PROBLEM REQUIREMENTS: From the data below, repeat exactly the lines from the line with "M 0,456 L 19,469" to the line with "strokePath(minor, '#fcfdfe', 14);", both included.

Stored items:

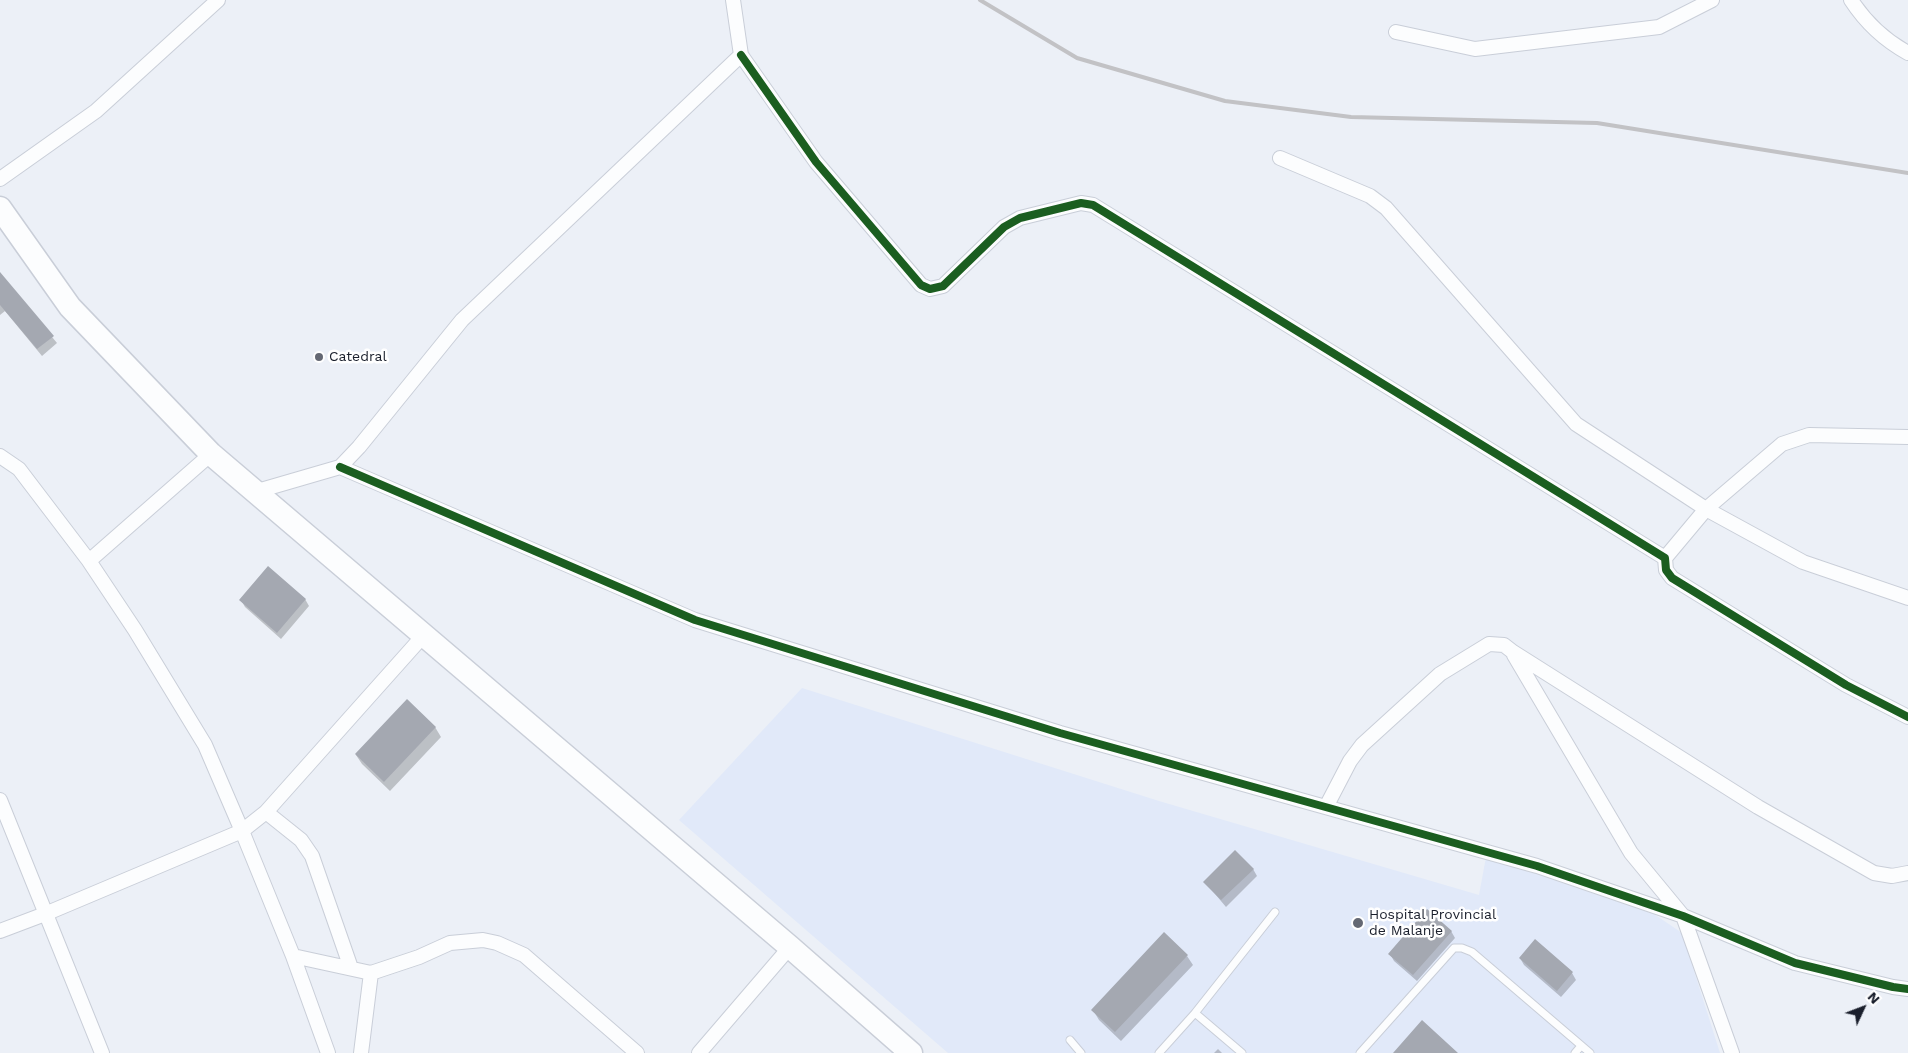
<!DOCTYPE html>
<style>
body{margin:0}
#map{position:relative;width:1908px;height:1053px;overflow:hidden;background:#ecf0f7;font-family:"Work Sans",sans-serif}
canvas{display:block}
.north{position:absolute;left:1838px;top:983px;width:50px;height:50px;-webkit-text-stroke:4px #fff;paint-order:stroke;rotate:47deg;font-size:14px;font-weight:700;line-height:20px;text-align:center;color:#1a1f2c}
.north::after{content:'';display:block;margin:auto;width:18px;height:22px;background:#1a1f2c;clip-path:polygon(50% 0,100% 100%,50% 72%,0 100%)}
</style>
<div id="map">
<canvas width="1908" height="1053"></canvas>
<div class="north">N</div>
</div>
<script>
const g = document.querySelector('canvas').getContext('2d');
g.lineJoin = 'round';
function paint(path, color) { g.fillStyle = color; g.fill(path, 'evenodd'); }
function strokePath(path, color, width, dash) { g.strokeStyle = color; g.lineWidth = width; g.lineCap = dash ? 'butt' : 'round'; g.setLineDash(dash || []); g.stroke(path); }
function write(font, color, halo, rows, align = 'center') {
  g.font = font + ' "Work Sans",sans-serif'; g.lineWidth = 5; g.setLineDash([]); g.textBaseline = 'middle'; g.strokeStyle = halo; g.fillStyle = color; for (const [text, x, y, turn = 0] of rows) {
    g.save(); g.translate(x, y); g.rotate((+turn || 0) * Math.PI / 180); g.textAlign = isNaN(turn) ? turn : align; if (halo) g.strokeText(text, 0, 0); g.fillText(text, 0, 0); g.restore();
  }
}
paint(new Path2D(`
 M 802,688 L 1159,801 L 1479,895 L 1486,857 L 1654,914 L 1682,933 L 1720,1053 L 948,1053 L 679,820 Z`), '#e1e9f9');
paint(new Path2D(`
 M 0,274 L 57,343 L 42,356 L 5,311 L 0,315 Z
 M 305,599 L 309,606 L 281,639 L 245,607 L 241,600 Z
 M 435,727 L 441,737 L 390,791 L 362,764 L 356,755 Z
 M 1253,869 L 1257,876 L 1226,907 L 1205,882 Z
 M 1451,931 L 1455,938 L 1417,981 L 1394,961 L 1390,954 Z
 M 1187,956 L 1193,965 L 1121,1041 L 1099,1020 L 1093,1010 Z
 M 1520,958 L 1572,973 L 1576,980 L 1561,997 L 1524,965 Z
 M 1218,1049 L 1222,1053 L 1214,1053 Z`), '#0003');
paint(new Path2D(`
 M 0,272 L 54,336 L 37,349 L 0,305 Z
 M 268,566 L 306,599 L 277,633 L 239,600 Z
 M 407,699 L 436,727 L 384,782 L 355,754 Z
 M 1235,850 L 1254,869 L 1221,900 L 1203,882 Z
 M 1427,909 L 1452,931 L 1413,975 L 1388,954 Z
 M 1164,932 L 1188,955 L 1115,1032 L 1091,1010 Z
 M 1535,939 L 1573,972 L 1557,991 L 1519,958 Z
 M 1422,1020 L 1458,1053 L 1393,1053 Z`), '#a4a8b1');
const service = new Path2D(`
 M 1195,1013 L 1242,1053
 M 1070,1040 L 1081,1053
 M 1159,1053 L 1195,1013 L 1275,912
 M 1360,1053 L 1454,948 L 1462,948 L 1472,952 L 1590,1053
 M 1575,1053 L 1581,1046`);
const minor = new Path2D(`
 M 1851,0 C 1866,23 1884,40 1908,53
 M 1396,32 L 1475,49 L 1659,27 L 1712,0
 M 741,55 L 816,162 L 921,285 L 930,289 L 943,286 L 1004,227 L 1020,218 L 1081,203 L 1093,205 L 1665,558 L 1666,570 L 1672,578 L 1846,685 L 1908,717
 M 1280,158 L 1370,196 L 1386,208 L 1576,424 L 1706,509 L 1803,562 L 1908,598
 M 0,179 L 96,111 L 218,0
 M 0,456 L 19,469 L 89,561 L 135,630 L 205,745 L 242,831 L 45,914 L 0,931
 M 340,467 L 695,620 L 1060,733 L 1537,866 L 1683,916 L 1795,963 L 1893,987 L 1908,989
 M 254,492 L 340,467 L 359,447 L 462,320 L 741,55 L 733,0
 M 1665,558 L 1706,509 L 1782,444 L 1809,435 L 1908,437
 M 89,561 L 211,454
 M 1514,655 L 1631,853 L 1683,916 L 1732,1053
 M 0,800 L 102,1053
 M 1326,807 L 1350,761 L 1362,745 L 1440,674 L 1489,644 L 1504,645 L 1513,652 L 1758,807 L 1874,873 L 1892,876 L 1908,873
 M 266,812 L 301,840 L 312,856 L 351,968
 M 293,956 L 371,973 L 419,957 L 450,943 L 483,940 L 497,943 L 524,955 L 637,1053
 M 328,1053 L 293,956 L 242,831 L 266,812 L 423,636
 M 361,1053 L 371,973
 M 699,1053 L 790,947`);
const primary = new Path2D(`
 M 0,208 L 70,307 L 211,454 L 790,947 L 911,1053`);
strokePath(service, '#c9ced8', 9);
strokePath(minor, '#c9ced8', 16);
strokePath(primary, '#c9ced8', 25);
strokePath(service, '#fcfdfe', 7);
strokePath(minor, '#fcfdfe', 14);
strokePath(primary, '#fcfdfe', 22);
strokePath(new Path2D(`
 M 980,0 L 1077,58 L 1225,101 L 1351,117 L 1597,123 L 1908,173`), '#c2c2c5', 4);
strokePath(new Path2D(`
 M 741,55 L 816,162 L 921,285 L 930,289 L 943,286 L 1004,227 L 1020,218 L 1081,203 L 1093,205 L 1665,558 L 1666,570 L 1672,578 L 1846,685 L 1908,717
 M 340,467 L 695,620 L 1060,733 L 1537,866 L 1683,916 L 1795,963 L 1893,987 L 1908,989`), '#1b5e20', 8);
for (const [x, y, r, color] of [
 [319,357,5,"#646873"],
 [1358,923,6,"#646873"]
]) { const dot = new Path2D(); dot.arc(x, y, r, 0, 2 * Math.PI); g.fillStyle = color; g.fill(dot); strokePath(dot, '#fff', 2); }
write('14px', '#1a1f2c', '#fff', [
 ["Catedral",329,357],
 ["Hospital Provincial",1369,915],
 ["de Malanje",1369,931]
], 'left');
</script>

ANSWER BOX:
 M 0,456 L 19,469 L 89,561 L 135,630 L 205,745 L 242,831 L 45,914 L 0,931
 M 340,467 L 695,620 L 1060,733 L 1537,866 L 1683,916 L 1795,963 L 1893,987 L 1908,989
 M 254,492 L 340,467 L 359,447 L 462,320 L 741,55 L 733,0
 M 1665,558 L 1706,509 L 1782,444 L 1809,435 L 1908,437
 M 89,561 L 211,454
 M 1514,655 L 1631,853 L 1683,916 L 1732,1053
 M 0,800 L 102,1053
 M 1326,807 L 1350,761 L 1362,745 L 1440,674 L 1489,644 L 1504,645 L 1513,652 L 1758,807 L 1874,873 L 1892,876 L 1908,873
 M 266,812 L 301,840 L 312,856 L 351,968
 M 293,956 L 371,973 L 419,957 L 450,943 L 483,940 L 497,943 L 524,955 L 637,1053
 M 328,1053 L 293,956 L 242,831 L 266,812 L 423,636
 M 361,1053 L 371,973
 M 699,1053 L 790,947`);
const primary = new Path2D(`
 M 0,208 L 70,307 L 211,454 L 790,947 L 911,1053`);
strokePath(service, '#c9ced8', 9);
strokePath(minor, '#c9ced8', 16);
strokePath(primary, '#c9ced8', 25);
strokePath(service, '#fcfdfe', 7);
strokePath(minor, '#fcfdfe', 14);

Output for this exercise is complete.